DATA TO EXAMINE:
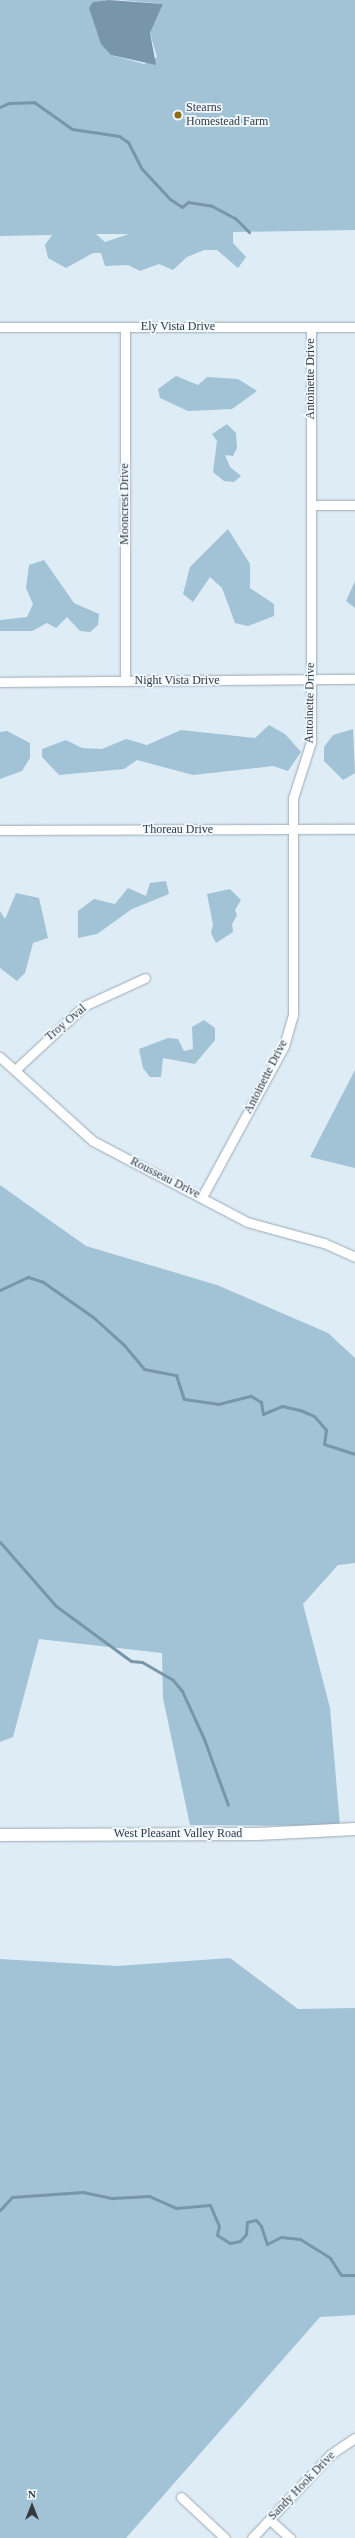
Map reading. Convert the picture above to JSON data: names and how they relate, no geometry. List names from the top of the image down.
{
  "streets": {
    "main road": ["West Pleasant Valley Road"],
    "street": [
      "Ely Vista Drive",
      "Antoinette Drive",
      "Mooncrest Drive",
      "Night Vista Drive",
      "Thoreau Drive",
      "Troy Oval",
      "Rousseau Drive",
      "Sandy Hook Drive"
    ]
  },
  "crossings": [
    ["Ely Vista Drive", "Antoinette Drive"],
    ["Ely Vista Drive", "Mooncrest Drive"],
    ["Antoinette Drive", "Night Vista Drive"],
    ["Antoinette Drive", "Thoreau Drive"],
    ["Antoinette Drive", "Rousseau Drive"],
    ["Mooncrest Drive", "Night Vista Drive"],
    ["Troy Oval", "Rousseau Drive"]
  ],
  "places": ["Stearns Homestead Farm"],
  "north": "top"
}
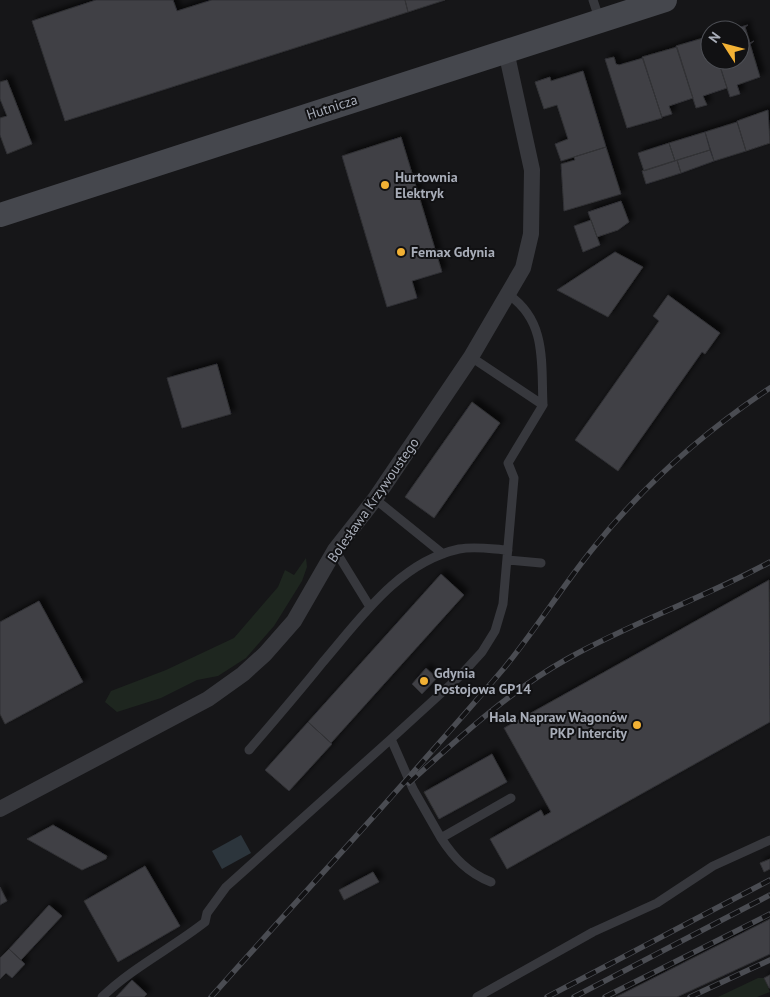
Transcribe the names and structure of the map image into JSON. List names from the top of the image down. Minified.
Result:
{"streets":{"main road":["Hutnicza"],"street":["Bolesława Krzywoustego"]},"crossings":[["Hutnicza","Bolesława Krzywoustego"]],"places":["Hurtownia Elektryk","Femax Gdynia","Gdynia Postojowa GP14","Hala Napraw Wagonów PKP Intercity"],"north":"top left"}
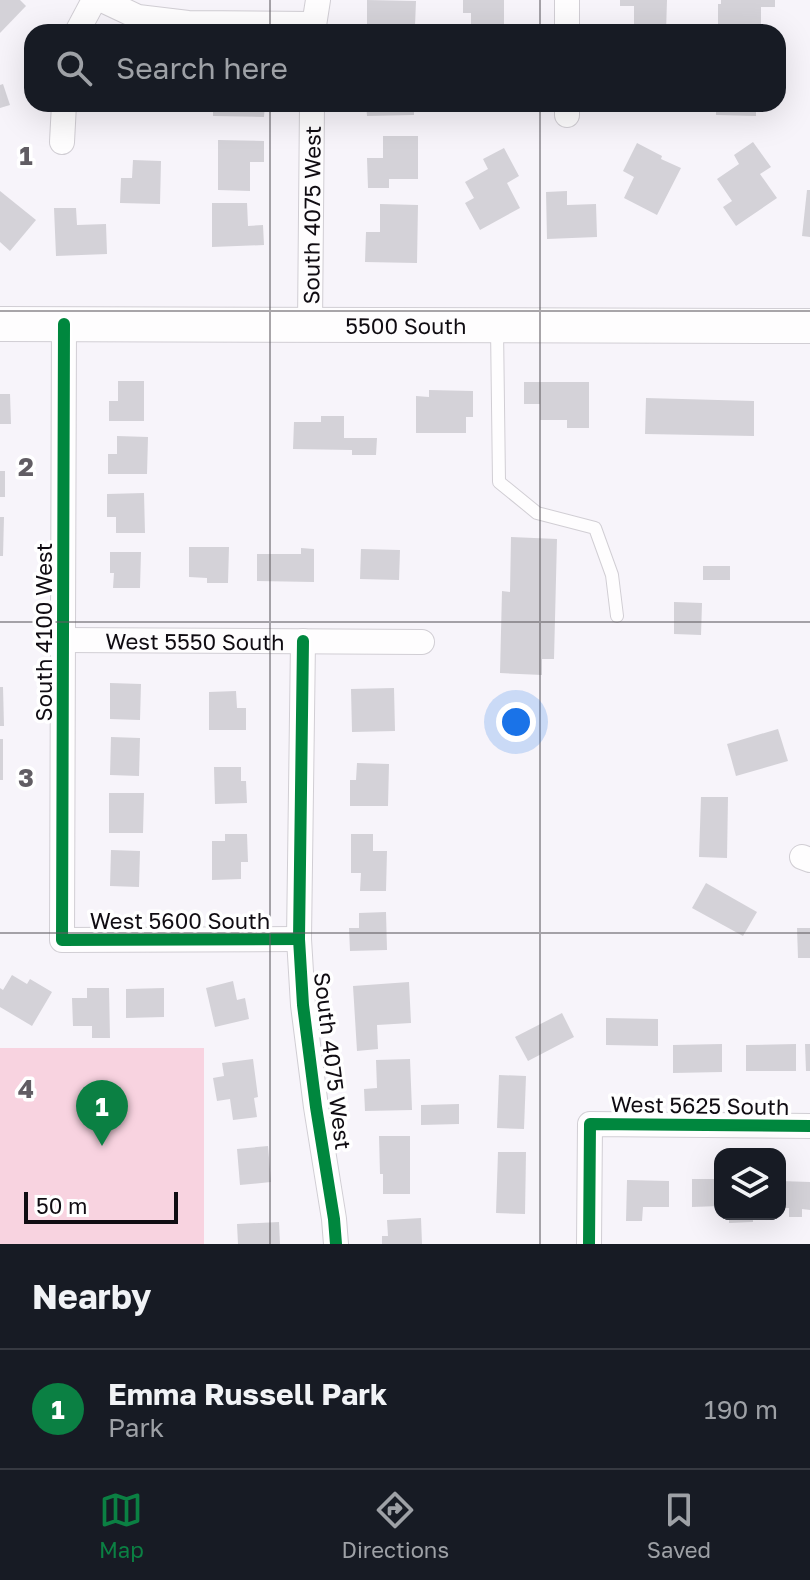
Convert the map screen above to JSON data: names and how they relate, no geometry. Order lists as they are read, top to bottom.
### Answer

TRY IT: Start at the line with "Convert the map" and stop at the end of the records. Write those lines out exactly and add nothing.

ANSWER FOR THIS EXERCISE:
Convert the map screen above to JSON data: names and how they relate, no geometry. Order lists as they are read, top to bottom.
### Answer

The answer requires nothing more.